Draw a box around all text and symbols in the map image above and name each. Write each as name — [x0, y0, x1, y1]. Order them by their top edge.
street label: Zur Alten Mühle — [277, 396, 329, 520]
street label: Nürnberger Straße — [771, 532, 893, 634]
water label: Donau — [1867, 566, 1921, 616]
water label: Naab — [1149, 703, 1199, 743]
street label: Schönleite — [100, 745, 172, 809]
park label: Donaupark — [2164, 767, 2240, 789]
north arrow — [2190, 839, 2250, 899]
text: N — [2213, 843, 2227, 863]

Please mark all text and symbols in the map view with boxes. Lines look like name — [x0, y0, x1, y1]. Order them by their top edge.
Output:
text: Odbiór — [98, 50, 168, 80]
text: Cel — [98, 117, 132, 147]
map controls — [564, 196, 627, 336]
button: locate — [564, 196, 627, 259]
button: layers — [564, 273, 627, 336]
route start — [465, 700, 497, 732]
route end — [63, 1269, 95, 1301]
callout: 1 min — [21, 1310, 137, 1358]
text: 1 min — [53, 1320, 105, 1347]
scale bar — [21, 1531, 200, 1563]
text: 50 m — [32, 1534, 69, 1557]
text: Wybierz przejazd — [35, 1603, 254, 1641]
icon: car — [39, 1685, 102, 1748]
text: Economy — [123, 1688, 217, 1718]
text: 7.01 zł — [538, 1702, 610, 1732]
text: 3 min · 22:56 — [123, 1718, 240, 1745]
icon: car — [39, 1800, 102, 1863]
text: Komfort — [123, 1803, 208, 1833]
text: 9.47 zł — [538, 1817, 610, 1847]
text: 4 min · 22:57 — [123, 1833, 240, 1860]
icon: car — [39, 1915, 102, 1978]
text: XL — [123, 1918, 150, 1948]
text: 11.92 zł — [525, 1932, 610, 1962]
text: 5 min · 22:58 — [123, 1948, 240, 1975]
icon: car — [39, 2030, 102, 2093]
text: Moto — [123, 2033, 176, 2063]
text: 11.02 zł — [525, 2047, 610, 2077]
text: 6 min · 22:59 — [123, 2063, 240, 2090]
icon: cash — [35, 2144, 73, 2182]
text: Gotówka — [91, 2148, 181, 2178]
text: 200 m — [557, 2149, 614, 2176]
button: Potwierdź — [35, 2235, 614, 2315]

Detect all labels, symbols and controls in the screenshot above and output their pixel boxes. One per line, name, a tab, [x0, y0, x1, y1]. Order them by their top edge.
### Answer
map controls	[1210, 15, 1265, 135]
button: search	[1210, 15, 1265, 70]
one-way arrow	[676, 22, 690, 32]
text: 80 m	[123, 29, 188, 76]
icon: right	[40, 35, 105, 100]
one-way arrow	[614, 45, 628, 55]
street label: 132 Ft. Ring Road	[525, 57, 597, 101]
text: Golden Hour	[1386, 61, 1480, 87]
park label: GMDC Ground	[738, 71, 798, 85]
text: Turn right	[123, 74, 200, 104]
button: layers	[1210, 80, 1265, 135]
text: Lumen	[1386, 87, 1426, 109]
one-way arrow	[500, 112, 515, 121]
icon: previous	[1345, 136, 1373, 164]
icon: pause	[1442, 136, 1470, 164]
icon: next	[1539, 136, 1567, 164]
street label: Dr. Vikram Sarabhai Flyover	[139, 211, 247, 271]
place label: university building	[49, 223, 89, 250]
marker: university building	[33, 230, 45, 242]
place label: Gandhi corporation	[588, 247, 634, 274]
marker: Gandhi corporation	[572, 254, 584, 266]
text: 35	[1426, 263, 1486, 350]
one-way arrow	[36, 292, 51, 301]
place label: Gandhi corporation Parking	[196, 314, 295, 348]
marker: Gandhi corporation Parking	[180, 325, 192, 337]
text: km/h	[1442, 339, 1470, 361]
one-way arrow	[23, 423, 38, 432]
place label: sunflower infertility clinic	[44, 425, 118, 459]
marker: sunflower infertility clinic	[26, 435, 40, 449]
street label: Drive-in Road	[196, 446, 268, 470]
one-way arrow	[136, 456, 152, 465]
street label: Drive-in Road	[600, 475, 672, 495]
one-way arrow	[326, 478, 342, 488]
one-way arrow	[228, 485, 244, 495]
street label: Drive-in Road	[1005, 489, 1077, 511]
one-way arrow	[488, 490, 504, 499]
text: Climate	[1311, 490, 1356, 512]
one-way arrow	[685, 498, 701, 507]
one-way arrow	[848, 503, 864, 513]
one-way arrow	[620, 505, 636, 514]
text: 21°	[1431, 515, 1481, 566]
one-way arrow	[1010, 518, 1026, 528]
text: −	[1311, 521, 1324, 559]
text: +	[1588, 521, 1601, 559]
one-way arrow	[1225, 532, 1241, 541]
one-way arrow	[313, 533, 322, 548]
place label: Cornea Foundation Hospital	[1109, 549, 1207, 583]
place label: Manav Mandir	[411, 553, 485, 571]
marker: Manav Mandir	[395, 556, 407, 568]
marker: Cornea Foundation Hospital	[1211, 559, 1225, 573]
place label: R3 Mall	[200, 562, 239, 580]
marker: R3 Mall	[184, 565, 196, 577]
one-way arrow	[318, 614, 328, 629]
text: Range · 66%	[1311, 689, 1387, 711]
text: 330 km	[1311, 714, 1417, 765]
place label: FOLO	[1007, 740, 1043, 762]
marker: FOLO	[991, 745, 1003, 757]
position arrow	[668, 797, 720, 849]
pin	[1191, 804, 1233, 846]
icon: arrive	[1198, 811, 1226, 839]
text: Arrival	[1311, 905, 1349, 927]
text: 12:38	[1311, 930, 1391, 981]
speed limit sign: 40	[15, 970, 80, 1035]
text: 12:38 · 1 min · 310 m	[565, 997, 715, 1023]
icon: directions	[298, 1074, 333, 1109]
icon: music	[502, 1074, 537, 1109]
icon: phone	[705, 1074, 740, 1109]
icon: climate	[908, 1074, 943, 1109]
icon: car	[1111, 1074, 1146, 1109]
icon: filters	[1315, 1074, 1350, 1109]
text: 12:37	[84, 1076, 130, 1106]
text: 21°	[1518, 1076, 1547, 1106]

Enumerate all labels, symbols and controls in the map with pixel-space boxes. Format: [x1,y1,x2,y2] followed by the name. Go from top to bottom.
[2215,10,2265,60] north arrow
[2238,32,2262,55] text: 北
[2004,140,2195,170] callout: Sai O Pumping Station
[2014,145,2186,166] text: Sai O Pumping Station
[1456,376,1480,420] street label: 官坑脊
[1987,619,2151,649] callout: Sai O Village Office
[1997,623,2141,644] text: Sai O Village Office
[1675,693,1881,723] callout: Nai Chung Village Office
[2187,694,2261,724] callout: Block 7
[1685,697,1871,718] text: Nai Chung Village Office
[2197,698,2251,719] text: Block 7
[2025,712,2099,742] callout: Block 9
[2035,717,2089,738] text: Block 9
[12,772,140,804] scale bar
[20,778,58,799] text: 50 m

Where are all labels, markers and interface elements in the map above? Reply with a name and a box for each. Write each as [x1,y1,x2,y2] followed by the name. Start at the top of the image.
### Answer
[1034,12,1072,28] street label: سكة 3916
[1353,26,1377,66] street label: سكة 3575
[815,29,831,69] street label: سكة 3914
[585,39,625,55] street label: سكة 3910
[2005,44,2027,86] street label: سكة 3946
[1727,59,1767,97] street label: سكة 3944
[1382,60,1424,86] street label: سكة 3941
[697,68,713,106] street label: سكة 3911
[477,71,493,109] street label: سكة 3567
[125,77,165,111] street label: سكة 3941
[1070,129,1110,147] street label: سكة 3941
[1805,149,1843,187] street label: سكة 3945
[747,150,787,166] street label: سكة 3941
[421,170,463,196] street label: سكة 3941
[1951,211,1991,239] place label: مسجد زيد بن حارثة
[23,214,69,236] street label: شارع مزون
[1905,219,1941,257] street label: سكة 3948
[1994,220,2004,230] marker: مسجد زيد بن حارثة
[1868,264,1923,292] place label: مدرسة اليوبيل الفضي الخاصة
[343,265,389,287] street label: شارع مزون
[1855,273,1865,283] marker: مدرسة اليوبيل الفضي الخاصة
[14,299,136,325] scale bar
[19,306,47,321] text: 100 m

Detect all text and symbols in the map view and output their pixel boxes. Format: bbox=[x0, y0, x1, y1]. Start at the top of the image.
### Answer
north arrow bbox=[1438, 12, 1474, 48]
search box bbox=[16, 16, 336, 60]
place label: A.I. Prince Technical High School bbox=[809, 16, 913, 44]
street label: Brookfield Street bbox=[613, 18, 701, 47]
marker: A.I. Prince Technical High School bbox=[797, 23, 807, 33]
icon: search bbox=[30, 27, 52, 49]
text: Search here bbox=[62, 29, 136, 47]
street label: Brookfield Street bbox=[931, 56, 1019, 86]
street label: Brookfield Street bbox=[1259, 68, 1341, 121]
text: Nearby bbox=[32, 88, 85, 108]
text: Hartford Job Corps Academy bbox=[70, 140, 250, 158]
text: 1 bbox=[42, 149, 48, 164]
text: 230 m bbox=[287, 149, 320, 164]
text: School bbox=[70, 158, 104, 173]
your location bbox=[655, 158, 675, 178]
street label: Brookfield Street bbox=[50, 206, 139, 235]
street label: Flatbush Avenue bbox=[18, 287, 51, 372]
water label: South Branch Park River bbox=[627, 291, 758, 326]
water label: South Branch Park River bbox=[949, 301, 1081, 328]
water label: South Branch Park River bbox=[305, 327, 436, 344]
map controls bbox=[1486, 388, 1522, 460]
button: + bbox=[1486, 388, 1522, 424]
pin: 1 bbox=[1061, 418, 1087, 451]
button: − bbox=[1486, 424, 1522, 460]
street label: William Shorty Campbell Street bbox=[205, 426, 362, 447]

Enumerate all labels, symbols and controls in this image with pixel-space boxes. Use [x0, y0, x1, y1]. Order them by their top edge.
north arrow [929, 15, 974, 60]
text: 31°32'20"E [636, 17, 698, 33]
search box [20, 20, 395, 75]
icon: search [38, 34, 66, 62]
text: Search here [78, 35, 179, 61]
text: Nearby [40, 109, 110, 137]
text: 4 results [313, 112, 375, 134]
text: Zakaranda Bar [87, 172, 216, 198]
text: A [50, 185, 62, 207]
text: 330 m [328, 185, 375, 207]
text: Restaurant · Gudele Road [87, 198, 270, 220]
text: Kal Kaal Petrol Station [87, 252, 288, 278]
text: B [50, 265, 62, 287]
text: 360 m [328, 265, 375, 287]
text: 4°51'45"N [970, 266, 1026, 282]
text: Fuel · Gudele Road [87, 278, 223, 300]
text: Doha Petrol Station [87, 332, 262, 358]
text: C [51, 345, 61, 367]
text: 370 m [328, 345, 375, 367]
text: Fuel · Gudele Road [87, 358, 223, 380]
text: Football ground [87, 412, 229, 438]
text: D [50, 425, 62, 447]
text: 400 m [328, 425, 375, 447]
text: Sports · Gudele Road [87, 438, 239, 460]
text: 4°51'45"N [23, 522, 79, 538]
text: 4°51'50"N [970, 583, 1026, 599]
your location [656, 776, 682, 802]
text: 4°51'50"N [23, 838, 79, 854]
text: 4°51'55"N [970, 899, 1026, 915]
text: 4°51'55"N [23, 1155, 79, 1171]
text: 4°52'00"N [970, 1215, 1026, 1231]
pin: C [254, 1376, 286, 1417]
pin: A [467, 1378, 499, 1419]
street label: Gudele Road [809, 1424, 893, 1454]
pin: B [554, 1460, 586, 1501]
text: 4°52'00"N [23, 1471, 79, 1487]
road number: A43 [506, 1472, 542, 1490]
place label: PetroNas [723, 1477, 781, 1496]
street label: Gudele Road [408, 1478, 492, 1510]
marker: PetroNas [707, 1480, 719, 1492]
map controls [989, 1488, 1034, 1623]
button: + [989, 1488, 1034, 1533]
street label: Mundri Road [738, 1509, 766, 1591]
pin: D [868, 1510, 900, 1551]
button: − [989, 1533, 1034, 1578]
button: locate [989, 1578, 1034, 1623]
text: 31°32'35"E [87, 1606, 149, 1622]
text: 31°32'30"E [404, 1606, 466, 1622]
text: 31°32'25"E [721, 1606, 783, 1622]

-=-=-

▶ **Prompt**:
What do the lines above say from the one containing "Enumerate all labels, symbols and controls in the" down to the one containing "Detect all text"? Return them exactly, both end lines included, and only them.

▶ **The completed task**:
Enumerate all labels, symbols and controls in the map with pixel-space boxes. Format: [x1,y1,x2,y2] followed by the name. Go from top to bottom.
[2215,10,2265,60] north arrow
[2238,32,2262,55] text: 北
[2004,140,2195,170] callout: Sai O Pumping Station
[2014,145,2186,166] text: Sai O Pumping Station
[1456,376,1480,420] street label: 官坑脊
[1987,619,2151,649] callout: Sai O Village Office
[1997,623,2141,644] text: Sai O Village Office
[1675,693,1881,723] callout: Nai Chung Village Office
[2187,694,2261,724] callout: Block 7
[1685,697,1871,718] text: Nai Chung Village Office
[2197,698,2251,719] text: Block 7
[2025,712,2099,742] callout: Block 9
[2035,717,2089,738] text: Block 9
[12,772,140,804] scale bar
[20,778,58,799] text: 50 m

Where are all labels, markers and interface elements in the map above? Reply with a name and a box for each. Write each as [x1,y1,x2,y2] followed by the name. Start at the top of the image.
### Answer
[1034,12,1072,28] street label: سكة 3916
[1353,26,1377,66] street label: سكة 3575
[815,29,831,69] street label: سكة 3914
[585,39,625,55] street label: سكة 3910
[2005,44,2027,86] street label: سكة 3946
[1727,59,1767,97] street label: سكة 3944
[1382,60,1424,86] street label: سكة 3941
[697,68,713,106] street label: سكة 3911
[477,71,493,109] street label: سكة 3567
[125,77,165,111] street label: سكة 3941
[1070,129,1110,147] street label: سكة 3941
[1805,149,1843,187] street label: سكة 3945
[747,150,787,166] street label: سكة 3941
[421,170,463,196] street label: سكة 3941
[1951,211,1991,239] place label: مسجد زيد بن حارثة
[23,214,69,236] street label: شارع مزون
[1905,219,1941,257] street label: سكة 3948
[1994,220,2004,230] marker: مسجد زيد بن حارثة
[1868,264,1923,292] place label: مدرسة اليوبيل الفضي الخاصة
[343,265,389,287] street label: شارع مزون
[1855,273,1865,283] marker: مدرسة اليوبيل الفضي الخاصة
[14,299,136,325] scale bar
[19,306,47,321] text: 100 m

Detect all text and symbols in the map view and output their pixel boxes. Format: bbox=[x0, y0, x1, y1]. Start at the top of the image.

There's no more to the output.